Can anyone point to any resources that discuss issues unique or common to parenting "tweens" (ages 8-12)? Thanks


----------



## BJClark (May 22, 2008)

What type of issue's common to tweens?

My kids are aged 13 to 19...so is there anything specific your looking for?

The only parenting book I've read (other than Proverbs) was The Age of Opportunity by Paul Tripp


----------



## BJClark (May 22, 2008)

If your looking for something for your kids to read, Boundaries in Dating by Cloud and Townsend is pretty good, as it teaches pretty good Biblical Boundaries.
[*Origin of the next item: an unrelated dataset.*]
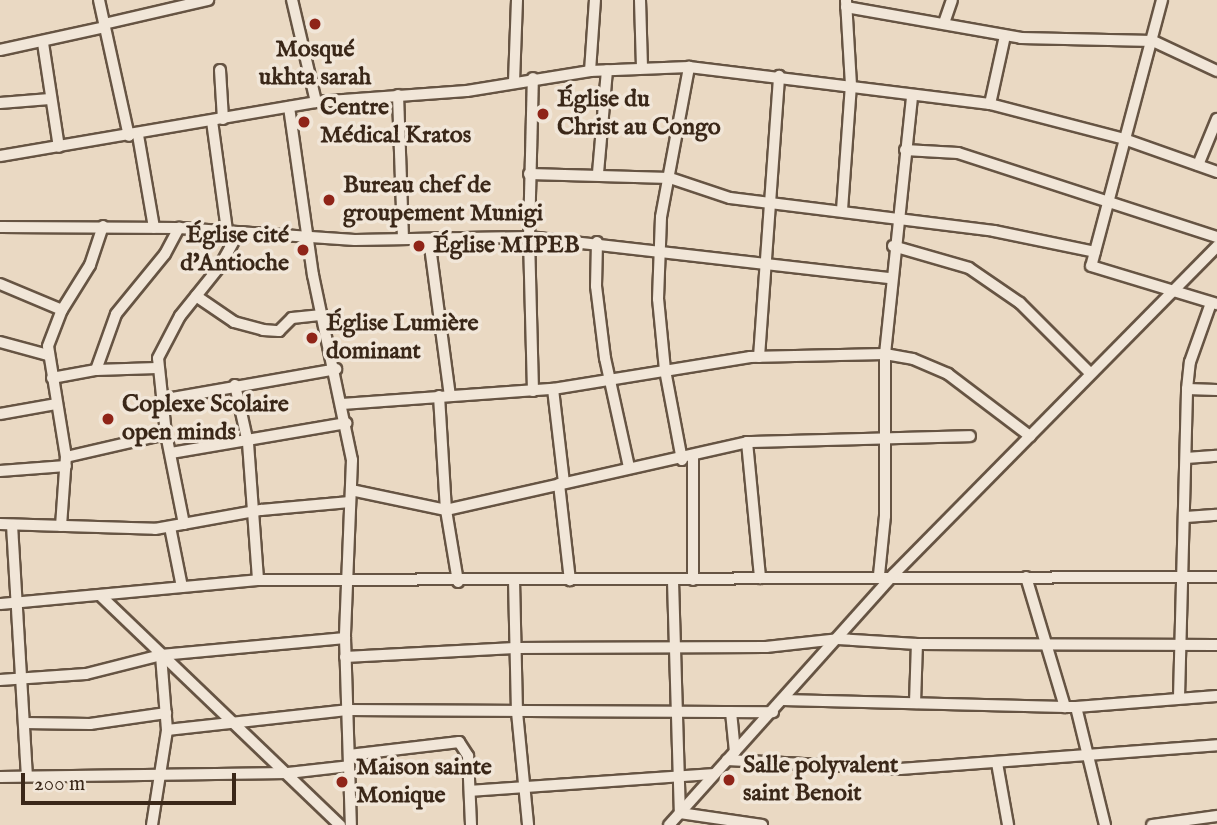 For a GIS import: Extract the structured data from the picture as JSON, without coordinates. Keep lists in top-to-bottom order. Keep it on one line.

Then there is Boundaries with Kids 

http://www.amazon.com/Boundaries-Kids-Dr-Henry-Cloud/dp/0310200350


----------



## Scott (May 23, 2008)

Thanks. We are really wondering what sorts of attitude changes typically come on kids in the 8-12 age range.


----------



## FenderPriest (May 23, 2008)

I don't know if this helps, but you might want to check out the resource messages at Sovereign Grace's website. I ran a search for "Parent" on it here.


----------



## kvanlaan (May 23, 2008)

Our eldest is 10.5 now. What was strange to me was asking other parents about the coming storm (puberty/teenage years) and hearing that the 10-12 year old time is often more challenging.

We've encountered a number of new attitudes from our eldest, she is almost adult-like in some of her thinking, and still a little girl in other ways - it's odd to see.


PS - Bobbi, I don't even want to think about dating at this point, please don't scare me with that sort of talk.


----------